[turblety]

Unfortunately it's not as easy to answer. Intel and AMD manufacture their own chips which means they can put their backdoors into all their products. However with ARM they license their IP and other companies make their chips.

This means some companies have hidden proprietary code in their bootloaders. For example the Samsung Exynos have a range of ARM chips, but to boot them you must use their bootloader, which may contain spyware, backdoors or surveillance systems. You can not see the source code for this bootloader and have no way of auditing what it actually does.

Rockchip is another company that makes ARM chips, and can be considered mostly free [1]. As with all hardware it's very hard to know what's going on inside, but all the code to boot into Linux (minus the optional GPU) on a Rockchip product is open source and can be audited/compiled by anyone.

ARM also have TrustZone [2] that allows you to run applications in a "secure" (or separate) space. It doesn't run on a separate chip, but runs on the ARM chip, separating memory and instructions from the operating system. (Don't quote me but...) I believe you don't actually have to use TrustZone. The instructions/documentation for it doesn't appear to be available to the public, however if you don't upload a blob for TrustZone, with Rockchip it simply won't use it and will run everything on the same level. (Note this is true for Rockchip, but again depending on who is manufacturing the ARM chip, they may force you to use TrustZone).

Unlike with Intel ME and AMD PSP, if you don't want to use their ME, you have no choice. If you remove the blob your system won't boot (or will restart after 30 minutes for some older models).

This means if ARM TrustZone is compromised you can remove it and continue on as normal. But if ME and PSP are compromised you are at the will of Intel and any agency it may have colluded with.

While we're on the subject of free and open source code, note that with (most) ARM chips, the GPU is closed source just like the Intel ME. Again, the difference is if you don't want to use the GPU, you can just not upload the blob, and use the CPU without the GPU. There are some movements being made to open the GPU [3], but it's still a long way off.

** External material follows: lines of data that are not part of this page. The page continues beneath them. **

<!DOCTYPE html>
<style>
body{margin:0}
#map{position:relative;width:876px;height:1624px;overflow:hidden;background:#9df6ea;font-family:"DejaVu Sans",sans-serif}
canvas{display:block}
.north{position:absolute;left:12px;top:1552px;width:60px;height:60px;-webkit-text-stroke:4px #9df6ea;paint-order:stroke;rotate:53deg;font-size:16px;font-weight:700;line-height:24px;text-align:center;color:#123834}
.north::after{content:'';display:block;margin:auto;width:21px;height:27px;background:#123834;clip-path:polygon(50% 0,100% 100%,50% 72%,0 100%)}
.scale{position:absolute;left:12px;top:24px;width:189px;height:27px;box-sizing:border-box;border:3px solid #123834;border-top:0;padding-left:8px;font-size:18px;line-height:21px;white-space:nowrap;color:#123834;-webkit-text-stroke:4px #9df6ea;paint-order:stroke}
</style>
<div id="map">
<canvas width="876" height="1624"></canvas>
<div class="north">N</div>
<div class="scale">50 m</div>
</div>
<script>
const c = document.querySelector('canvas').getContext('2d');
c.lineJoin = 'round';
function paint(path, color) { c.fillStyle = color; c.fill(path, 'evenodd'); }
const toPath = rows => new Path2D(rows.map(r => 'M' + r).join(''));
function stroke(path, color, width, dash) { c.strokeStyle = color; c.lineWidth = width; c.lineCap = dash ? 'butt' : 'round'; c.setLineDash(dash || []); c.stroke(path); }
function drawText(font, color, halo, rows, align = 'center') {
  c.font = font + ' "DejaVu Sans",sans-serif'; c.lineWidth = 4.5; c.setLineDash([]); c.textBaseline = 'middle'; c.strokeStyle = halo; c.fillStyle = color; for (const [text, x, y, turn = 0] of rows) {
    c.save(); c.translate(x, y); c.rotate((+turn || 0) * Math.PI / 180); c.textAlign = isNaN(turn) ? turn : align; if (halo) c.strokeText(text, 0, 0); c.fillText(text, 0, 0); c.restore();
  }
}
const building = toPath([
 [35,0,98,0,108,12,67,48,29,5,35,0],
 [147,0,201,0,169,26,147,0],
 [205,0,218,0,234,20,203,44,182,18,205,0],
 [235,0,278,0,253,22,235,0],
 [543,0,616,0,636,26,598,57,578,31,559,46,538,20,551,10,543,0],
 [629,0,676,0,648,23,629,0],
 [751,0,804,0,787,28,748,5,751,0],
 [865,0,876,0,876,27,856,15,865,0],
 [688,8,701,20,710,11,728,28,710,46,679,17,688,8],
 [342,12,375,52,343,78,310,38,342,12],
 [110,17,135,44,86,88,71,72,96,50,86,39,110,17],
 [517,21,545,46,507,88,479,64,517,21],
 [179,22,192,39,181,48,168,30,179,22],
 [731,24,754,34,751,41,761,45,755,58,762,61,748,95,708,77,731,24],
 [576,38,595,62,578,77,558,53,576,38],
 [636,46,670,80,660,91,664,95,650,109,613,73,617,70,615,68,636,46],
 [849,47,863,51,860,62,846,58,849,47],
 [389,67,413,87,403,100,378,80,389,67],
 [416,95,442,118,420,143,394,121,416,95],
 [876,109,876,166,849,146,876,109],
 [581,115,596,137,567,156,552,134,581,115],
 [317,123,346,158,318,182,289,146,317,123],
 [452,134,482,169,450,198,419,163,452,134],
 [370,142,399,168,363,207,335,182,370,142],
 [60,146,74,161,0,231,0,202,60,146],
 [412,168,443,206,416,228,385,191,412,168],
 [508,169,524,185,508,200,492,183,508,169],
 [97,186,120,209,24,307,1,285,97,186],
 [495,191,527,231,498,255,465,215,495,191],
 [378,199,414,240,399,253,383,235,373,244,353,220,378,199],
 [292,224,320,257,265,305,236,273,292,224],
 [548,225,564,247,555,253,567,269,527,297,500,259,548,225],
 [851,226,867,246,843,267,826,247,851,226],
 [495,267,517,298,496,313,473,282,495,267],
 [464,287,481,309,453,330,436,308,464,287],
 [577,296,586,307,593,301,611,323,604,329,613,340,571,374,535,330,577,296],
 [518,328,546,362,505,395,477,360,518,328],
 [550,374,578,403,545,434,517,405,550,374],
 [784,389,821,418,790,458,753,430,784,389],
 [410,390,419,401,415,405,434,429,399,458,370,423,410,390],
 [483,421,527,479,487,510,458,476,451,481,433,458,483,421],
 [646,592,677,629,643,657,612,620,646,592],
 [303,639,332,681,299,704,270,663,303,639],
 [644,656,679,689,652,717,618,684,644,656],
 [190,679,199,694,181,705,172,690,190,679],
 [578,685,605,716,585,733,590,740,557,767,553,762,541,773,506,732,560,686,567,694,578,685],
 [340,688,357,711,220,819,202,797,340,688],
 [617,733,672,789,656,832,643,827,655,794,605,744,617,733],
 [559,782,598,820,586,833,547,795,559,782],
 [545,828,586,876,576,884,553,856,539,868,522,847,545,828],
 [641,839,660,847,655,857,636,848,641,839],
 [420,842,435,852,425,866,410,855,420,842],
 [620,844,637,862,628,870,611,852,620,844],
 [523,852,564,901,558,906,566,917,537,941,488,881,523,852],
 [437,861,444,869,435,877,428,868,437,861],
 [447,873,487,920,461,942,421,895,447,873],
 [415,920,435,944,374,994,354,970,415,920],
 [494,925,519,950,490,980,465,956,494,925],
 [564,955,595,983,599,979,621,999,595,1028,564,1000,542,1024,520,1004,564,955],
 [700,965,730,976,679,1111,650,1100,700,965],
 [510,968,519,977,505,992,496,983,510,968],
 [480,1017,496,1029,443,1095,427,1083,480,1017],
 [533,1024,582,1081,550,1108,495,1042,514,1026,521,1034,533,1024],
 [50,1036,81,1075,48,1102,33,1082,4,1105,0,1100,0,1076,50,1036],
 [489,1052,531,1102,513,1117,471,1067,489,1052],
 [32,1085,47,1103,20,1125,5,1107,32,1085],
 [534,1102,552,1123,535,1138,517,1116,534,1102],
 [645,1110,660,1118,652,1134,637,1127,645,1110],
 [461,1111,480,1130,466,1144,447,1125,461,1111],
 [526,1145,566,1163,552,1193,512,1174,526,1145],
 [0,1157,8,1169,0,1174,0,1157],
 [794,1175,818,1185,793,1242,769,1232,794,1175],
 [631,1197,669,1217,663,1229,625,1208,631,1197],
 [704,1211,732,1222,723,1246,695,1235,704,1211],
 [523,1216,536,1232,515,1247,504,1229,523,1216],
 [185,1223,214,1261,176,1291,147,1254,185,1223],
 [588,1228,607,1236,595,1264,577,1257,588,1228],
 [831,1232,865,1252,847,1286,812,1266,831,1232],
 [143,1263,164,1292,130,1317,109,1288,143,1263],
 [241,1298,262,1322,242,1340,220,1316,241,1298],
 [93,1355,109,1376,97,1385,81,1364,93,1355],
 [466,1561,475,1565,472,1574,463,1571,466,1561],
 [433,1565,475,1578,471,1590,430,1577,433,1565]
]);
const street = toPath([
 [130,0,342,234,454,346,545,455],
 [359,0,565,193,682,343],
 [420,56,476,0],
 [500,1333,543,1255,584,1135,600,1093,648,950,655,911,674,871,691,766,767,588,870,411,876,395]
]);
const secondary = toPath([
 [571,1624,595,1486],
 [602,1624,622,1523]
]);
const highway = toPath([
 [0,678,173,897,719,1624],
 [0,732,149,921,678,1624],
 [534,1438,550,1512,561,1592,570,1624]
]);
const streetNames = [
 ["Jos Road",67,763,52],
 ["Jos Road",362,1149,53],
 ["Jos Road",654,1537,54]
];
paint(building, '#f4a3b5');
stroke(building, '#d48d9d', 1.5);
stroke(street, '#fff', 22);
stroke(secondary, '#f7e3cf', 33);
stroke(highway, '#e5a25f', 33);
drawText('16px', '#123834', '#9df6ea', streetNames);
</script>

1. https://libreboot.org/docs/hardware/c201.html

2. http://www.openvirtualization.org/open-source-arm-trustzone....

3. https://gitlab.freedesktop.org/lima

[gsnedders]

TrustZone is essentially an ISA extension, similar to Intel's TXT and SGX to provide a trusted execution environment. You can trivially avoid it by never running any of the related instructions.

[monocasa]

It's more of an extra address bit and processor mode. It doesn't have related instructions like TXT and SGX, but instead is structured more like a hypervisor.

[0xakhil]

I am not sure if this is correct. There are related instructions like 'smc' that helps to switch to secure world.

[monocasa]

OK, so there's the one instruction to do a system call that hits secure mode. It's equivalent to svc or hvc, but hits EL3 (secure mode) rather than EL2 (hypervisor mode) or EL1 (supervisor mode).

It's very very different than the dozen or so instructions to setup TXT or SGX that sits off to the side of the main OS rather than running like a super hypervisor. If you're going to compare it to something, it's way more like SMM on x86.

Source: I've ported a kernel to EL3 (secure mode).

[floatboth]

You generally do want to run the reference (BSD licensed) Trusted Firmware though. It implements PSCI at least.

[slededit]

The closed boot loader is a red herring. Unless you have the underlying RTL source the hardware could do anything - no secret boot loader required. Open source without open hardware is a false sense of security.